Dear Susan, Another beautiful column but this brings many memories of Christmas traditions at your home in New Jersey. How everyone was together for the big meal and then anxiously waiting for the time to go "downstairs" for the goodies!! It was so much fun, so good to be a "big family" when most of the year we were a small one. One of the memories that stands out as I relive those days was how you and David never got to talking until we were practically ready to head home, then the two of you wanted us to stay. I would give all that I have to see Bill, Mom and Dad and my Uncle Mass again, someday I will be with them, until then keep writing, Merry Christmas and Happy New Year, Love, Carol
I love the honesty of this piece, Susan, and it really helped me think about the way our family too has shed traditions. I had to confess to myself that I felt bereft on Christmas Eve night, when none of my children (ages 15, 21, and 26!!) wanted to listen to The Polar Express (how did this take them so long!) or to leave out the cookies and milk for Santa. Ach!! And yet, how wonderful to have them all home, and to be able to watch them open stockings at a relaxed 9:30 a.m. instead of the crazy early risings of their early childhood. I especially love your final image of the Bailey's Cream you enjoyed and shared with your mother and your husband.

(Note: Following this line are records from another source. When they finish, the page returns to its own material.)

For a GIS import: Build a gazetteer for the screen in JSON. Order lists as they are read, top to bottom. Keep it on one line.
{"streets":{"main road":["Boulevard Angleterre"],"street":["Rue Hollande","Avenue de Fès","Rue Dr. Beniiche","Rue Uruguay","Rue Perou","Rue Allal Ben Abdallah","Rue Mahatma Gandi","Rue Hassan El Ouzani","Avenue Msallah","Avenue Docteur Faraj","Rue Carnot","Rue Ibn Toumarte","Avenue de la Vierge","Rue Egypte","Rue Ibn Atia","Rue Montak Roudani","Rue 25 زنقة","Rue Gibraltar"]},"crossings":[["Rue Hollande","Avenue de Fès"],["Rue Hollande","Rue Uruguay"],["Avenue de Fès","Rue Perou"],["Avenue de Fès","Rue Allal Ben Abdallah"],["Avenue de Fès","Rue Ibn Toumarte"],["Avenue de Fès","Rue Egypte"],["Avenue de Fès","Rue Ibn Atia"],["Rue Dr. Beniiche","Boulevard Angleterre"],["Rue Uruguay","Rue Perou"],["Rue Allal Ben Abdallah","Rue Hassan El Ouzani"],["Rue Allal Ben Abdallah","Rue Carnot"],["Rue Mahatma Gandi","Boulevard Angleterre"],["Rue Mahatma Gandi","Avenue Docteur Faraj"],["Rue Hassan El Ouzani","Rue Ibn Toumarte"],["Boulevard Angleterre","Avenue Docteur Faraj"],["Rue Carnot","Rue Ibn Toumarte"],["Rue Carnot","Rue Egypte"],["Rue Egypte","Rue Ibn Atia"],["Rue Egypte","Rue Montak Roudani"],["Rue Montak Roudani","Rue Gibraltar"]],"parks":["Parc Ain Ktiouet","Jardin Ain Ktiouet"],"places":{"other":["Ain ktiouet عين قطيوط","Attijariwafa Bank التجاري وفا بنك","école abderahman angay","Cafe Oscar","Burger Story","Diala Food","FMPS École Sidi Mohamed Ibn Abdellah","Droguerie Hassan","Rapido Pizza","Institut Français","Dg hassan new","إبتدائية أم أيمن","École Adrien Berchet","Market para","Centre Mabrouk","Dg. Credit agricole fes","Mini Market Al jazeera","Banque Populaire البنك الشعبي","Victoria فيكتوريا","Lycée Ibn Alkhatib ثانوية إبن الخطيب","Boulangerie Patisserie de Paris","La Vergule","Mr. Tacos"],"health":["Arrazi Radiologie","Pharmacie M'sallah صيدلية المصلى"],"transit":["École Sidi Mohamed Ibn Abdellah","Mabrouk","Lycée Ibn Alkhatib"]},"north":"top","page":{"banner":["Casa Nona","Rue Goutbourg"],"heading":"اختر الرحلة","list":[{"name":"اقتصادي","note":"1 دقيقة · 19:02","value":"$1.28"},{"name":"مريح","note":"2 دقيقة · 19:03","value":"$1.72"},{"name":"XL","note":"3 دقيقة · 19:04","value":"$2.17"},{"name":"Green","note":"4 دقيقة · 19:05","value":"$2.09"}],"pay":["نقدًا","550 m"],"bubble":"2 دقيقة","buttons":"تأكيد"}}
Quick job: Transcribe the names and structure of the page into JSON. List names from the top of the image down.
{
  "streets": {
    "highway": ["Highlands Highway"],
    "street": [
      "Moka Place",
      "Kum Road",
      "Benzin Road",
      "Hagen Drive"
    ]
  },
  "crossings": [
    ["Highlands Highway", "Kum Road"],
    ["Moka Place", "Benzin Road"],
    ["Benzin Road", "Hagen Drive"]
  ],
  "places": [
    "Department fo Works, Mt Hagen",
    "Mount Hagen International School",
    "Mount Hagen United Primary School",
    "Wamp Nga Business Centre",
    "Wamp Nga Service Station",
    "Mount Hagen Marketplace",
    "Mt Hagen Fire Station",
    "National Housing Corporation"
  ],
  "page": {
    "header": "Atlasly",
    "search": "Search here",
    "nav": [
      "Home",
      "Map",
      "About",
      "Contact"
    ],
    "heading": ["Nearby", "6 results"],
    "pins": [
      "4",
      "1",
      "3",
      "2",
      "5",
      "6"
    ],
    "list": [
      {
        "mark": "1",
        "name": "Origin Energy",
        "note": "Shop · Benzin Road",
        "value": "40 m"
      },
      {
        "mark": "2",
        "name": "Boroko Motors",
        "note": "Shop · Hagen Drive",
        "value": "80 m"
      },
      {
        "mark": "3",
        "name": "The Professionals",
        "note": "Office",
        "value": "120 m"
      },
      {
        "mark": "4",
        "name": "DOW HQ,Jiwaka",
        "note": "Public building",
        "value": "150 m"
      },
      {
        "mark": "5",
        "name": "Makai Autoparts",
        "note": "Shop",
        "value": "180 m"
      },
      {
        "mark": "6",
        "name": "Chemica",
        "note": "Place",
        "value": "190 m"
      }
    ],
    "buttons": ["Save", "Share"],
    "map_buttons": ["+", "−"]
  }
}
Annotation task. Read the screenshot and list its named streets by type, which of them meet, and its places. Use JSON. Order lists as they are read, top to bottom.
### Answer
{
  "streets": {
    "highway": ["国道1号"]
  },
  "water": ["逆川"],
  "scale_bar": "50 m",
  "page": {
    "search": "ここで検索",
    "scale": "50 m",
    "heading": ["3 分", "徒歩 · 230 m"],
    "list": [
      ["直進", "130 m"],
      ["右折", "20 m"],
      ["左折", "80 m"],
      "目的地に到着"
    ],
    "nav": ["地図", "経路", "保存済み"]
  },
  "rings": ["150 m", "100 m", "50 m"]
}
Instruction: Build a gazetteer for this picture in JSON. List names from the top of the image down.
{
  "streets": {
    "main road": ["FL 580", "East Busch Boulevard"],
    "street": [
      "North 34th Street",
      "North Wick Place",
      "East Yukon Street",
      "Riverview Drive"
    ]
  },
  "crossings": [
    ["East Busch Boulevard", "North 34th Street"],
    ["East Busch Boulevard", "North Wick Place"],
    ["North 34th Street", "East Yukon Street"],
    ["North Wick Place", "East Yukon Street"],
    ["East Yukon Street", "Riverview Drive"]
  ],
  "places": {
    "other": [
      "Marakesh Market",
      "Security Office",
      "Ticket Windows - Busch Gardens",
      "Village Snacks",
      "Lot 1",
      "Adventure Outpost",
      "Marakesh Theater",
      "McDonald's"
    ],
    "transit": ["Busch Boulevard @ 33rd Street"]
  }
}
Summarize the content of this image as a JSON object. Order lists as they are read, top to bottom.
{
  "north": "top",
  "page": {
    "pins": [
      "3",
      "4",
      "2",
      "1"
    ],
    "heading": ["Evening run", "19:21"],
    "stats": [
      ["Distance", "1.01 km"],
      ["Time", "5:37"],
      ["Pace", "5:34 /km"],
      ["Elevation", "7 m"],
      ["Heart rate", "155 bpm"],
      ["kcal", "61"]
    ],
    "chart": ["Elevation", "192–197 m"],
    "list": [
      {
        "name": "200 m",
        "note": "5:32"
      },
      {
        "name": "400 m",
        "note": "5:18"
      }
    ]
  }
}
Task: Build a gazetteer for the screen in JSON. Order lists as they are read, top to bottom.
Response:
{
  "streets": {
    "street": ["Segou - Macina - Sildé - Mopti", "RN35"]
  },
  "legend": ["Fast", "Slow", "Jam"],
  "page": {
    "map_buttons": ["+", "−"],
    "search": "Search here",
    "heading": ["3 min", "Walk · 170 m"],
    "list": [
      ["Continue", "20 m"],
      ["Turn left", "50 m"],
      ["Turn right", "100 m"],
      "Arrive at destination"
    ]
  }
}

I love the Roches--thank you for reminding me of them. Perhaps because I am known in my house for throwing things away, I am also not so sorry to see old traditions end and new ones begin. And someday, when it's time, your girls will create their own, in an ever widening gyre of ritual. It's okay to be wobbly, and even more okay to take a trip somewhere new. Thanks for the great column.
Thanks, Susan. I love keeping up with your family and your life in this way. I love you all. You are the best people. I, too like the honesty in your writing. It's going to be fun to watch the new rituals evolving in the coming years. Sorry I missed the Penguins. Maybe I'll get to see them next year?